Depois veio o design. Inicialmente, essas empresas assumiram as tarefas de engenharia de design com base em contratos. O OEM normalmente ainda forneceria o projeto conceitual e as especificações de alto nível, contratando o fornecedor asiático para fazer a engenharia detalhada. Eventualmente, porém, os fornecedores também assumiram essas atividades para produtos como notebooks, que exigem que os designers interajam com frequência com a fabricação. O resultado: esses “fabricantes de design original”, como eles mesmos se descrevem, acabaram projetando e fabricando praticamente todos os notebooks Windows.

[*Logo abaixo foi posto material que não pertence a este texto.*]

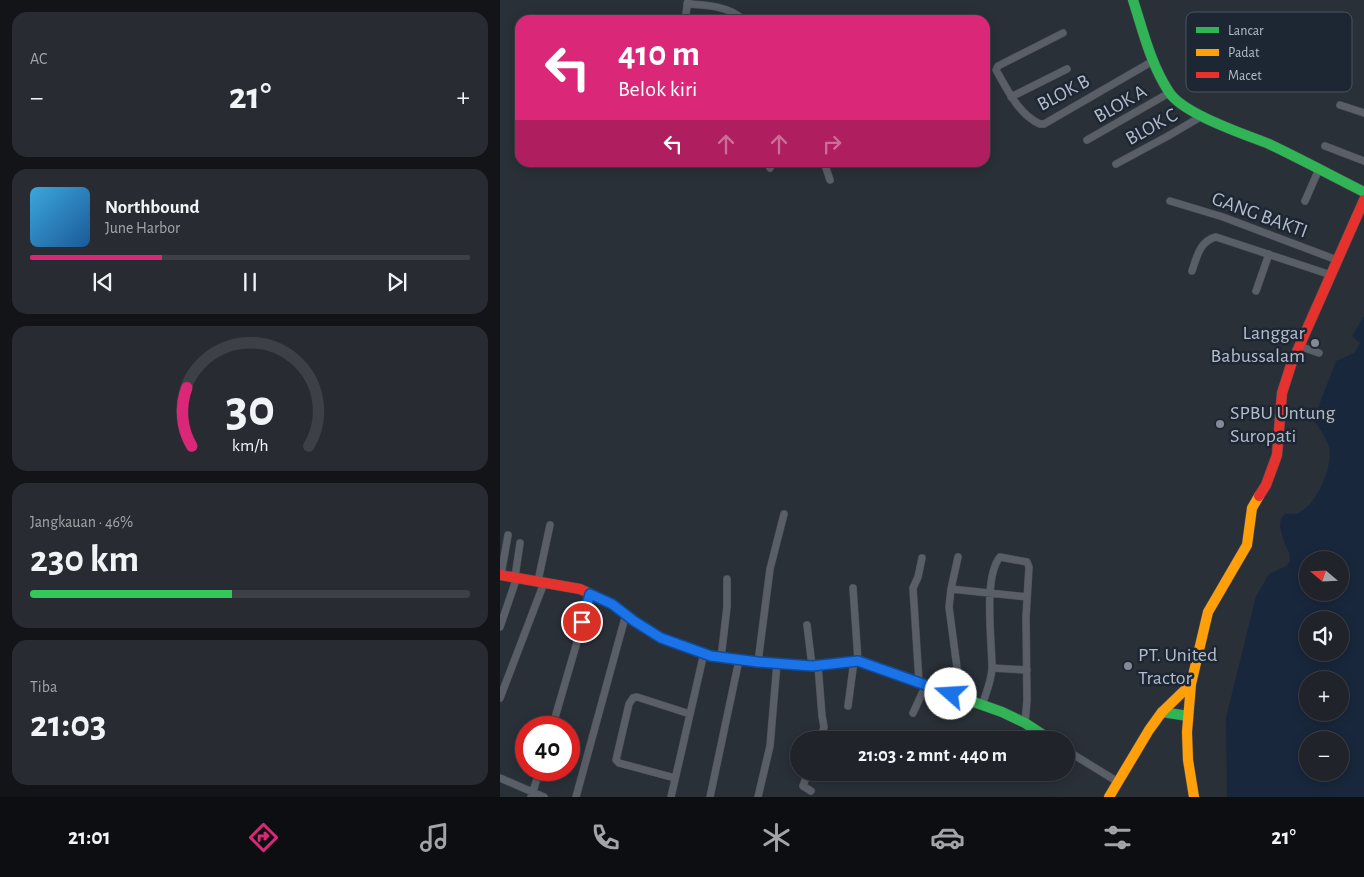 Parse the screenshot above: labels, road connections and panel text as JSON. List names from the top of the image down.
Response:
{
  "streets": {
    "street": [
      "BLOK B",
      "BLOK A",
      "BLOK C",
      "GANG BAKTI"
    ]
  },
  "places": ["Langgar Babussalam", "SPBU Untung Suropati", "PT. United Tractor"],
  "legend": ["Lancar", "Padat", "Macet"],
  "north": "left",
  "page": {
    "tile": [
      "AC",
      ["Jangkauan · 46%", "230 km"],
      ["Tiba", "21:03"]
    ],
    "turn": ["410 m", "Belok kiri"],
    "heat": ["−", "21°", "+"],
    "song": ["Northbound", "June Harbor"],
    "map_buttons": ["+", "−"],
    "limit": "40",
    "trip": "21:03 · 2 mnt · 440 m",
    "tabs": ["21:01", "21°"],
    "gauge": ["30", "km/h"]
  }
} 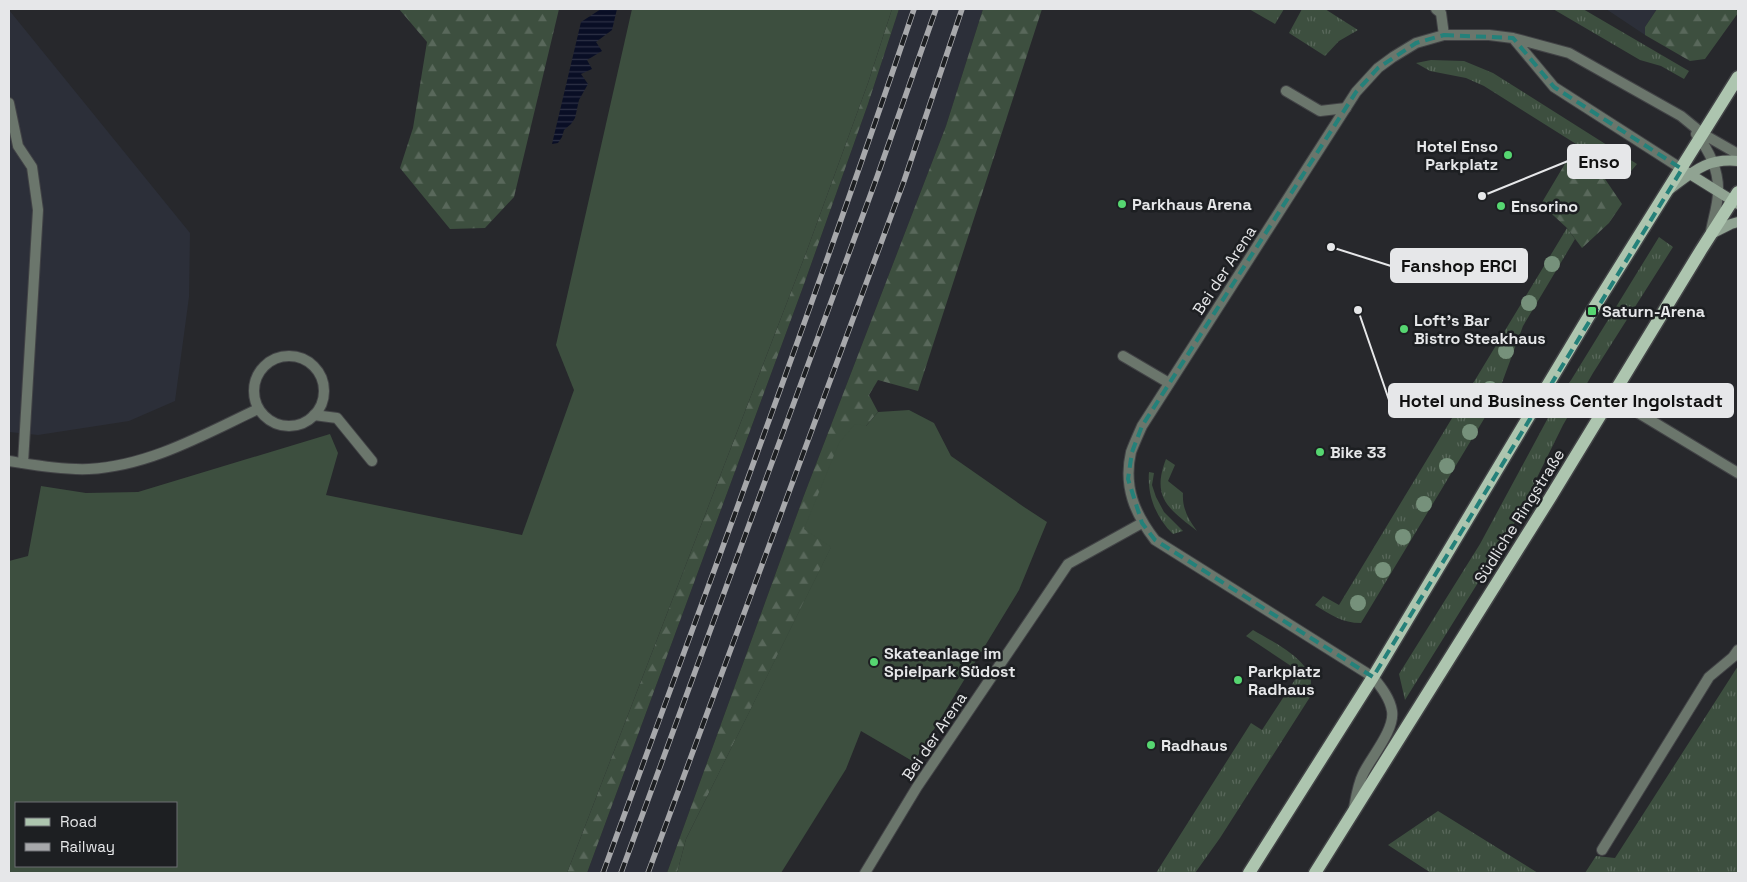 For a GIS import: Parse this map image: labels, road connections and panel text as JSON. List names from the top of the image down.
{
  "streets": {
    "main road": ["Südliche Ringstraße"],
    "street": ["Bei der Arena"]
  },
  "crossings": [
    ["Bei der Arena", "Südliche Ringstraße"]
  ],
  "places": {
    "other": [
      "Hotel Enso Parkplatz",
      "Enso",
      "Parkhaus Arena",
      "Ensorino",
      "Fanshop ERCI",
      "Hotel und Business Center Ingolstadt",
      "Loft’s Bar Bistro Steakhaus",
      "Bike 33",
      "Skateanlage im Spielpark Südost",
      "Parkplatz Radhaus",
      "Radhaus"
    ],
    "transit": ["Saturn-Arena"]
  },
  "legend": ["Road", "Railway"]
} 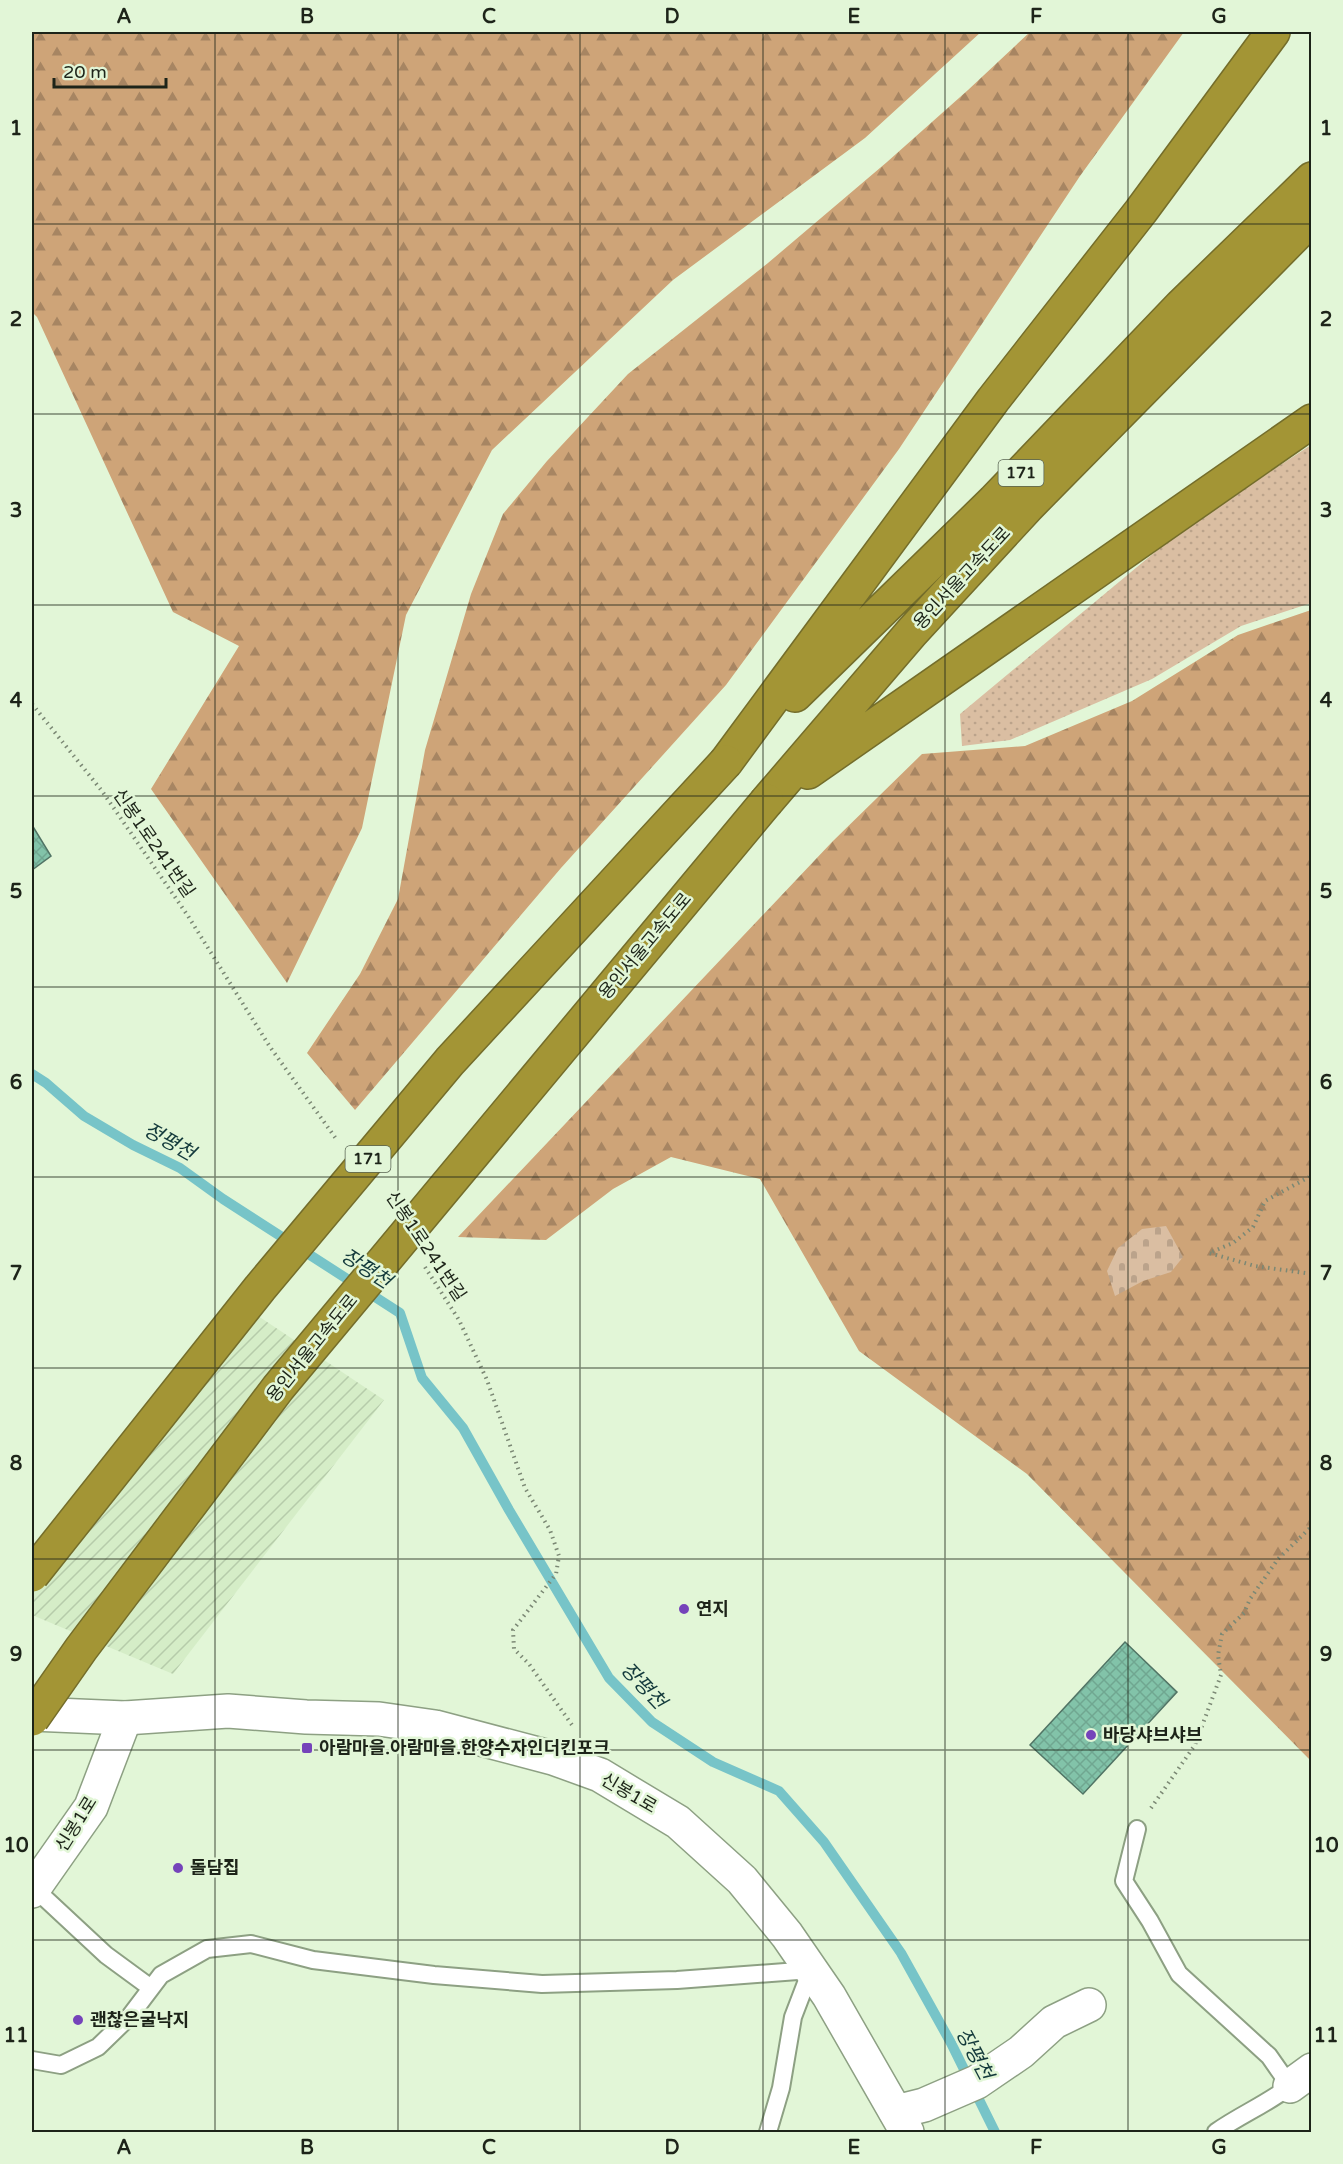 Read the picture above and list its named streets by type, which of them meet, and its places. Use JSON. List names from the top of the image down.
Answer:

A exceção de destaque é a Apple, cuja capacidade de design nos EUA tanto para notebooks quanto para eletrônicos de consumo tem sido fundamental para seu sucesso. Embora a Apple tenha terceirizado a fabricação de seus notebooks, iPod e iPhone, ela conseguiu preservar uma capacidade de design de primeira linha nos Estados Unidos até agora, permanecendo profundamente envolvida na seleção de componentes, no design industrial, no desenvolvimento de software e na articulação do conceito de seus produtos e na forma como eles atendem às necessidades dos usuários. Mas por quanto tempo ela pode continuar fazendo isso? Dada a concorrência perene e implacável que a Apple enfrenta e a contínua migração das capacidades de design dos EUA para a Ásia, os desafios da Apple prometem aumentar.

Depois que um empreiteiro evoluiu para um ODM, há pouco que o impeça de lançar sua própria marca e se tornar um concorrente de seus clientes OEM. Foi exatamente o que aconteceu na eletrônica de consumo, onde pioneiras americanas como a RCA e a Sylvania na fabricação de televisores acabaram se tornando nada mais do que marcas que eram comercializadas como cartas de baralho entre fabricantes asiáticos. A maioria das empresas norte-americanas do ramo de notebooks agora parece ter o mesmo destino.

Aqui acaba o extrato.